La création, et dans son ensemble et dans sa disposition parti­culière, proclame la miséricorde et l’amour de Dieu. Car il n’est pas de chose visible qui ne proclame sa bonté : le ciel, la terre, la mer, le monde visible et l’univers invisible, tout doit à la miséricorde de Dieu son devenir, son être et sa conservation. C’est donc à bon droit que le bienheureux David proclame la miséricorde de Dieu à partir de sa bonté : « Le Seigneur est miséricordieux et juste, notre Dieu est compatissant ».
 

 

Il associe la justice à la bonté et il appelle bon celui qui est juste afin que, si tu l’entends appeler juste, tu craignes le jugement, si tu l’entends appeler bon, tu recoures au repentir. Il se refuse à isoler la bonté comme à présenter la justice toute seule. S’il avait annoncé la justice seule, ce serait la condamnation de ceux qui se fient à la miséricorde; s’il n’avait parlé que de la bonté, ce serait pour les pécheurs la voie ouverte au mépris. « Il est bon, compa­tissant et juste. » Il a donc uni la bonté à la justice et il a placé au commencement et à la fin du verset la miséricorde.

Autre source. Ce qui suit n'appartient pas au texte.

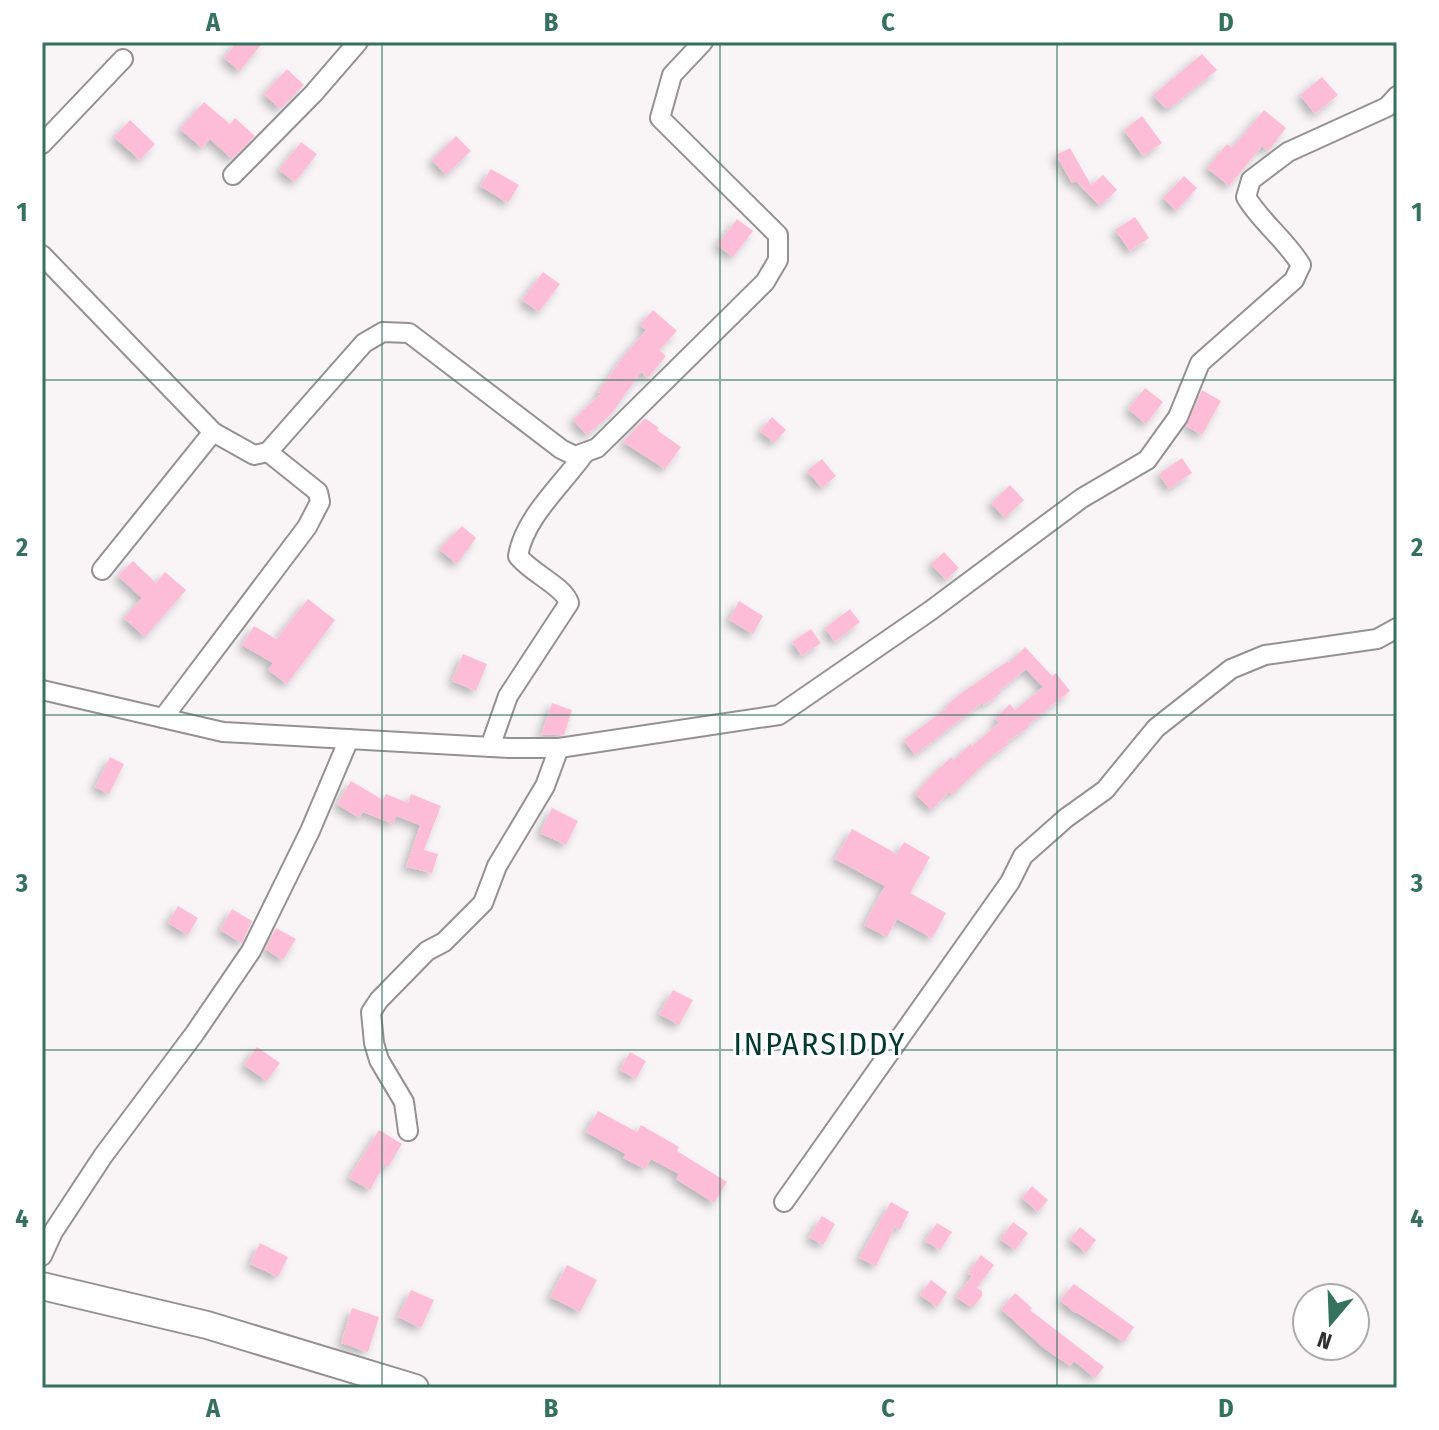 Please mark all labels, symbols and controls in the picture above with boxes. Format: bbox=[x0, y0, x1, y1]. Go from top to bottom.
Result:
text: A bbox=[205, 7, 221, 38]
text: B bbox=[544, 7, 559, 38]
text: C bbox=[881, 7, 895, 38]
text: D bbox=[1218, 7, 1234, 38]
text: 1 bbox=[17, 197, 28, 228]
text: 1 bbox=[1412, 197, 1423, 228]
text: 2 bbox=[15, 532, 28, 563]
text: 2 bbox=[1410, 532, 1423, 563]
text: 3 bbox=[15, 868, 28, 899]
text: 3 bbox=[1410, 868, 1423, 899]
district label: INPARSIDDY bbox=[733, 1025, 907, 1063]
text: 4 bbox=[15, 1203, 29, 1234]
text: 4 bbox=[1410, 1203, 1424, 1234]
north arrow bbox=[1291, 1282, 1371, 1362]
text: N bbox=[1314, 1326, 1335, 1355]
text: A bbox=[205, 1393, 221, 1424]
text: B bbox=[544, 1393, 559, 1424]
text: C bbox=[881, 1393, 895, 1424]
text: D bbox=[1218, 1393, 1234, 1424]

Tout en effet a commencé à partir de la bonté et s’est terminé dans la bonté. Le ciel a été produit par la bonté de Dieu et non pour l’utilité de Dieu. Depuis la création du ciel il ne s’est pas écoulé six mille ans, mais avant les cieux, avant ces siècles infinis et qui n’ont pas de commencement, Dieu existe et existait et le terme existait doit s’entendre au-delà de tout instant conçu par la pensée. Le ciel n’a donc pas été créé pour l’usage de Dieu, mais il est une œuvre de sa bonté. Aussi les cieux proclament non pas l’indigence de Dieu, mais sa gloire.

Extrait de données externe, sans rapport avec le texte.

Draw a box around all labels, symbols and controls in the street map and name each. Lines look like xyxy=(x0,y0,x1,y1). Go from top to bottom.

Sans doute il est écrit : « Notre Dieu est dans les cieux supérieurs ». Ce qui veut dire, non pas que Dieu aurait besoin du ciel, mais qu’il se repose au milieu des anges dans le ciel. Souvent, en effet, l’Écriture désigne par le ciel les anges dans le ciel, de même que la terre signifie les hommes qui sont de la terre. Dans le même sens, l’histoire pour indiquer l’heure du repas dit : Toute la terre prenait son repas pour : il était l’heure du repas. Elle appelle donc terre les hommes de la terre et ciel les anges qui sont dans le ciel. C’est ce que montre aussi ce passage : « Que les cieux se réjouissent et que la terre soit dans l’allégresse ». Ces glorieux habitants du ciel, les anges, pourquoi doivent-ils se réjouir? À cause du salut du monde. Et qui nous garantit cette réponse? Le roi des anges en personne lorsqu’il déclare : « En vérité, je vous le dis, tous les anges dans les cieux se réjouissent de voir un pécheur qui fait pénitence ».

Le ciel a été créé pour la gloire de Dieu, sans doute, mais aussi pour notre usage, pour que le soleil nous donne son éclat, ainsi que la lune et les étoiles. Car Dieu n’avait pas besoin du soleil; le créateur de la lumière n’avait pas besoin d’une lumière sensible, lui qui, seul immortel, habite une lumière inaccessible. Il n’y a rien d’étonnant, d’ailleurs, que Dieu n’ait pas besoin d’une lumière matérielle; les anges non plus n’ont pas besoin de la lumière terrestre, mais uniquement de la lumière céleste, qui n’est autre que Dieu lui-même, comme en témoigne le livre des Actes. Au milieu de la nuit, un ange survint dans la prison où était Pierre. Or voici ce que dit le narrateur ou plutôt l’Esprit-Saint qui parle par lui : « Un ange survint dans la nuit et une lumière resplendit dans la demeure ». Si donc l’ange n’a pas besoin de lumière, tout en étant un être créé, le créateur des anges et de tout ce qui existe, aurait besoin de lumière? Non certes, c’est nous qu’il veut réjouir, vivifier, réchauffer par la lumière.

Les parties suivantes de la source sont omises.